Does Aetna (CVS Health) Cover Farxiga (Dapagliflozin)?

At a glance
- Drug / Farxiga (dapagliflozin 5 mg and 10 mg tablets)
- Insurer / Aetna (CVS Health) commercial PPO and HMO plans
- Coverage status / Covered with prior authorization on most commercial formularies
- Formulary tier / Typically Tier 3 (preferred brand) or Tier 4 (non-preferred brand) depending on plan
- Prior authorization required / Yes, across virtually all Aetna commercial lines
- Step therapy required / Yes, metformin first for type 2 diabetes indication in most plans
- List price without insurance / Approximately $620 per month
- AstraZeneca savings card / Available for eligible commercially insured patients; not valid with government plans
- Appeal pathway / First-level internal review, then second-level internal, then independent external review
- FDA-approved indications / Type 2 diabetes, heart failure with reduced or preserved ejection fraction, chronic kidney disease
What Aetna (CVS Health) Formulary Covers Farxiga
Aetna (CVS Health) covers Farxiga on most of its commercial formularies, but the tier placement and cost-sharing vary by plan year and specific contract. Most Aetna commercial PPO and HMO plans place dapagliflozin on Tier 3 (preferred brand) or Tier 4 (non-preferred brand). Tier 3 copays typically run $50 to $100 for a 30-day supply after deductible; Tier 4 copays can reach $150 or more. Aetna's Medicare plans follow a separate CMS-regulated formulary that may place dapagliflozin on a different tier entirely.

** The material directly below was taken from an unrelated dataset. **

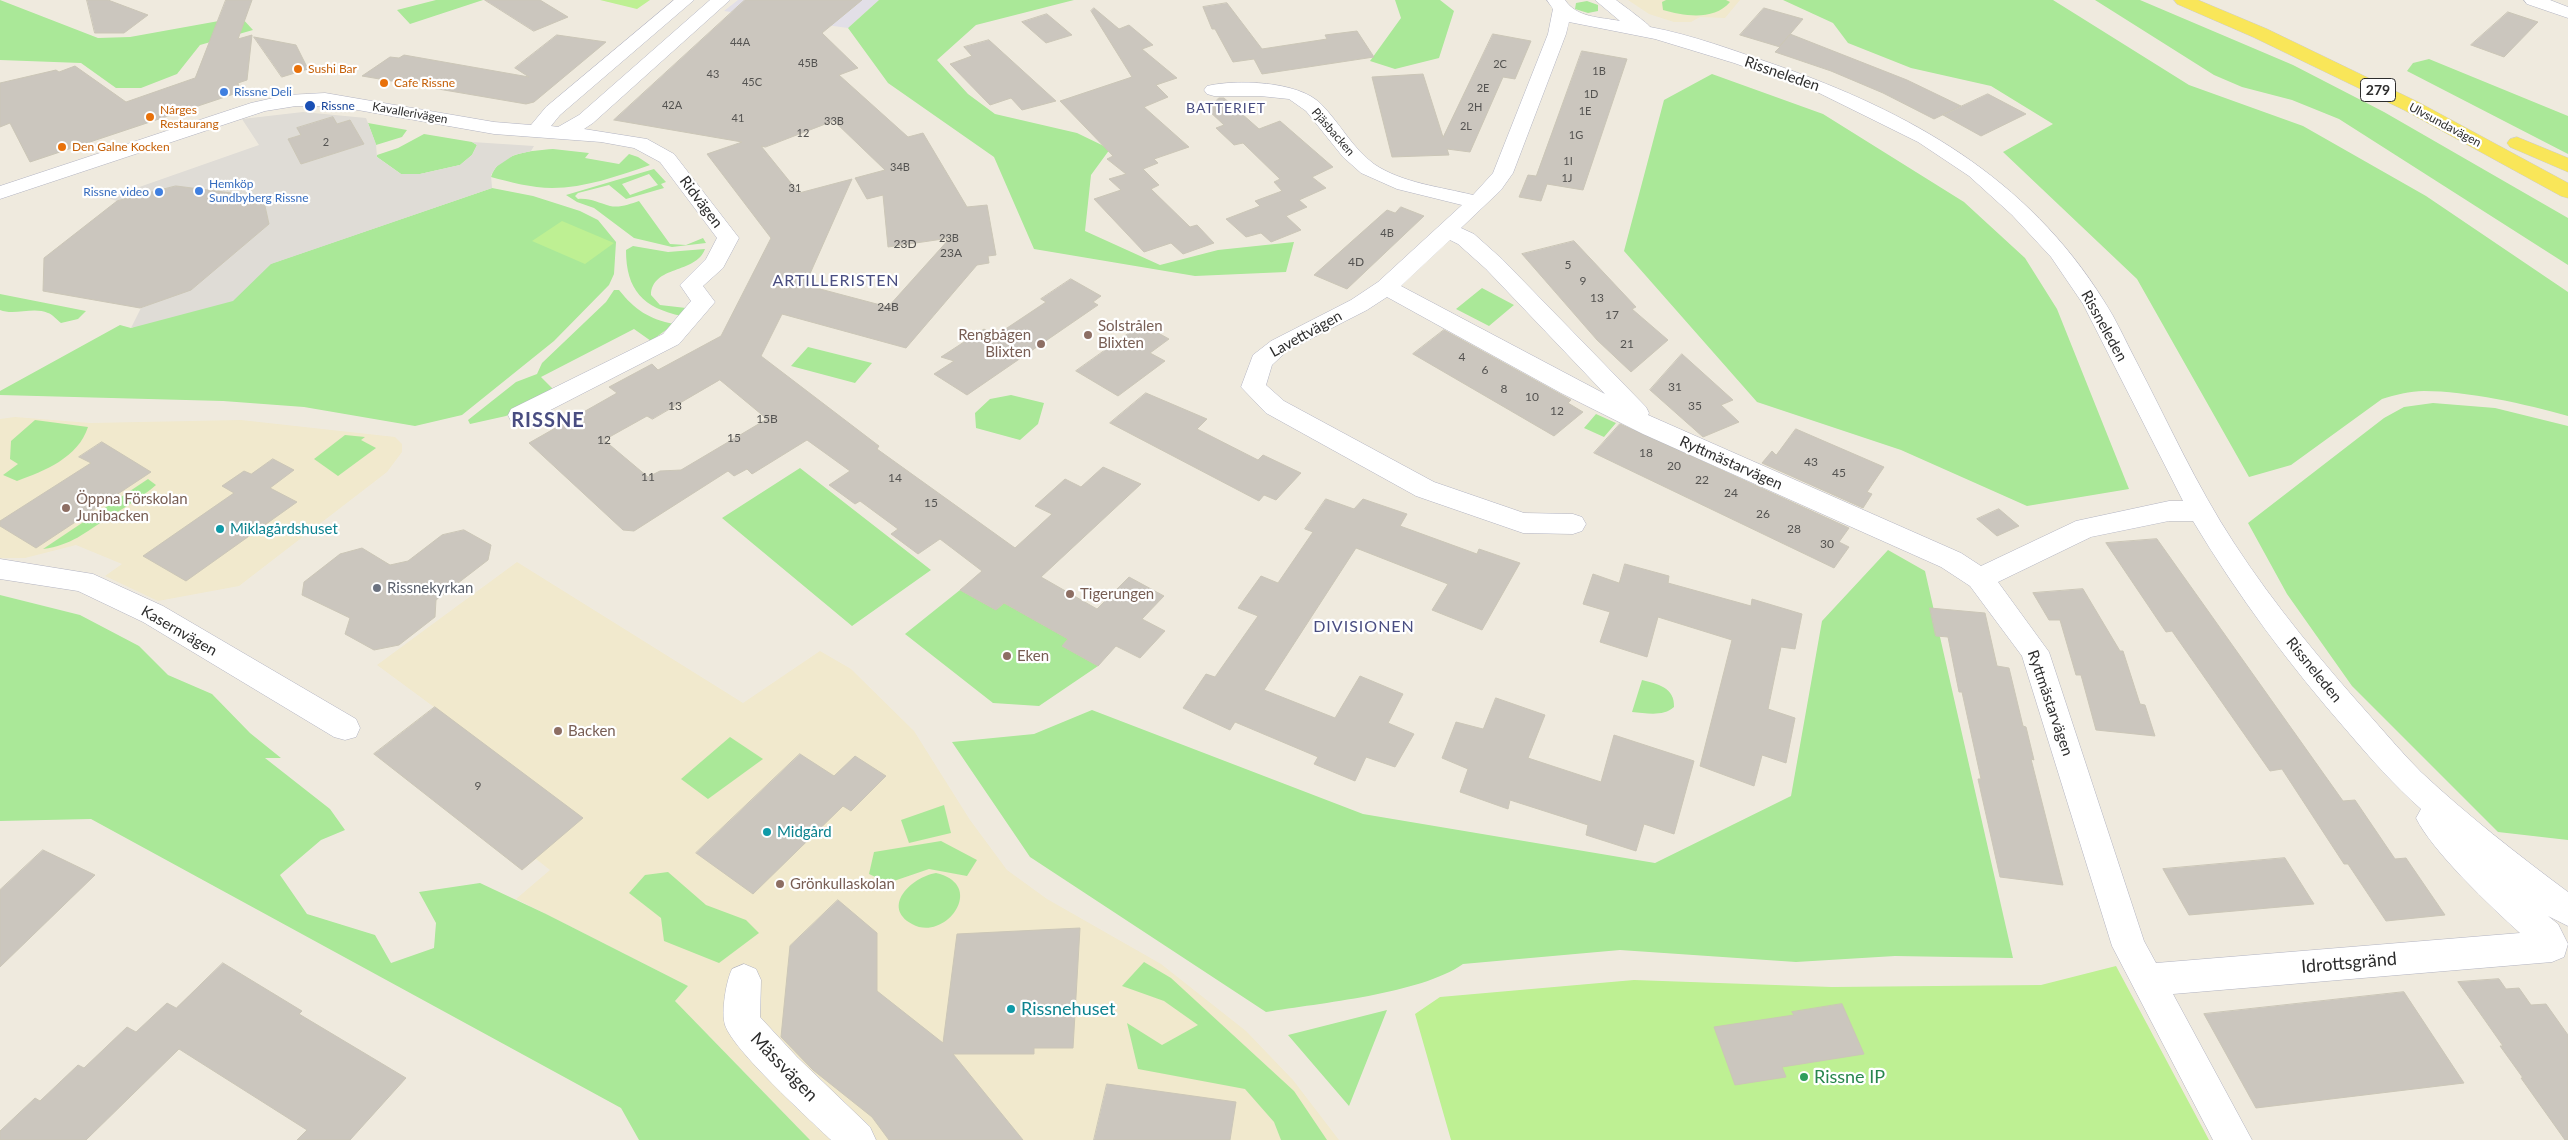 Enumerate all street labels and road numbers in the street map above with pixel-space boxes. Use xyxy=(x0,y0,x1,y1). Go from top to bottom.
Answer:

Farxiga received FDA approval for type 2 diabetes in 2014, for heart failure with reduced ejection fraction in 2020, and for chronic kidney disease in 2021 [1]. The FDA also approved Farxiga for heart failure with preserved ejection fraction (HFpEF) in 2022 [1]. Aetna's coverage policies generally track these FDA-approved indications, though the PA criteria differ by indication.

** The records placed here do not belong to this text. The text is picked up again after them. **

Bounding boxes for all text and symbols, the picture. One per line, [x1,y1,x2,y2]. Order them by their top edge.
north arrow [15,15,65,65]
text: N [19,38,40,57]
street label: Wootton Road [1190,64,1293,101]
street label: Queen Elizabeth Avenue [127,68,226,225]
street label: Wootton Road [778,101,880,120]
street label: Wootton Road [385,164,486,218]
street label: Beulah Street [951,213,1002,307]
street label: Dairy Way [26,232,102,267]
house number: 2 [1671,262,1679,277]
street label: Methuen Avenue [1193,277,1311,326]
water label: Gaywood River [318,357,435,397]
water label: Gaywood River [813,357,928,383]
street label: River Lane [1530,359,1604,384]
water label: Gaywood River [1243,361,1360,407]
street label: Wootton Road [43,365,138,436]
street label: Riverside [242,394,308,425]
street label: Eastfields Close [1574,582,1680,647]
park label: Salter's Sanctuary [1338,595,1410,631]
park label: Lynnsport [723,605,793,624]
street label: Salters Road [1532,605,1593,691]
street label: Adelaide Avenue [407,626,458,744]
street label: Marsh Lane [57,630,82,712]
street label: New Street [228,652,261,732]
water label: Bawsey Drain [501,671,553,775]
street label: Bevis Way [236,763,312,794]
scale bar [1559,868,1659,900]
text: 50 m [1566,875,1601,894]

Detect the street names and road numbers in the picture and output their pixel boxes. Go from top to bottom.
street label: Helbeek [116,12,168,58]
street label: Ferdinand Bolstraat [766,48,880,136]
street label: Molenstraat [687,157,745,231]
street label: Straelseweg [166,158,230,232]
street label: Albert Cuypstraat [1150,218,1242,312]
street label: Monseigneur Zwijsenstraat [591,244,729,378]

The DAPA-HF trial (N=4,744) published in the New England Journal of Medicine demonstrated that dapagliflozin 10 mg daily reduced the composite of worsening heart failure or cardiovascular death by 26% relative to placebo (hazard ratio 0.74; 95% CI 0.65 to 0.85; P<0.001) in patients with heart failure with reduced ejection fraction regardless of diabetes status [2]. That level of evidence supports Aetna's decision to cover the drug across multiple indications, though it does not eliminate the PA requirement.
The DECLARE-TIMI 58 trial (N=17,160) showed dapagliflozin reduced hospitalization for heart failure by 27% versus placebo in patients with type 2 diabetes and either established cardiovascular disease or multiple risk factors [3]. These outcomes data are the clinical foundation Aetna reviewers use when evaluating prior authorization requests.
For chronic kidney disease, the DAPA-CKD trial (N=4,304) demonstrated a 39% reduction in the composite of sustained eGFR decline of 50% or more, end-stage kidney disease, or death from renal or cardiovascular causes with dapagliflozin 10 mg versus placebo (hazard ratio 0.61; 95% CI 0.51 to 0.72; P<0.001) [4]. Aetna's CKD PA criteria typically require documentation of an eGFR between 25 and 75 mL/min/1.73 m² and a urine albumin-to-creatinine ratio above 200 mg/g, mirroring the DAPA-CKD enrollment criteria.
Aetna (CVS Health) Prior Authorization Criteria for Farxiga
Prior authorization is required for Farxiga on virtually every Aetna commercial plan, and the criteria differ by indication. Getting this right the first time matters: incomplete submissions are the single most common reason for initial denials.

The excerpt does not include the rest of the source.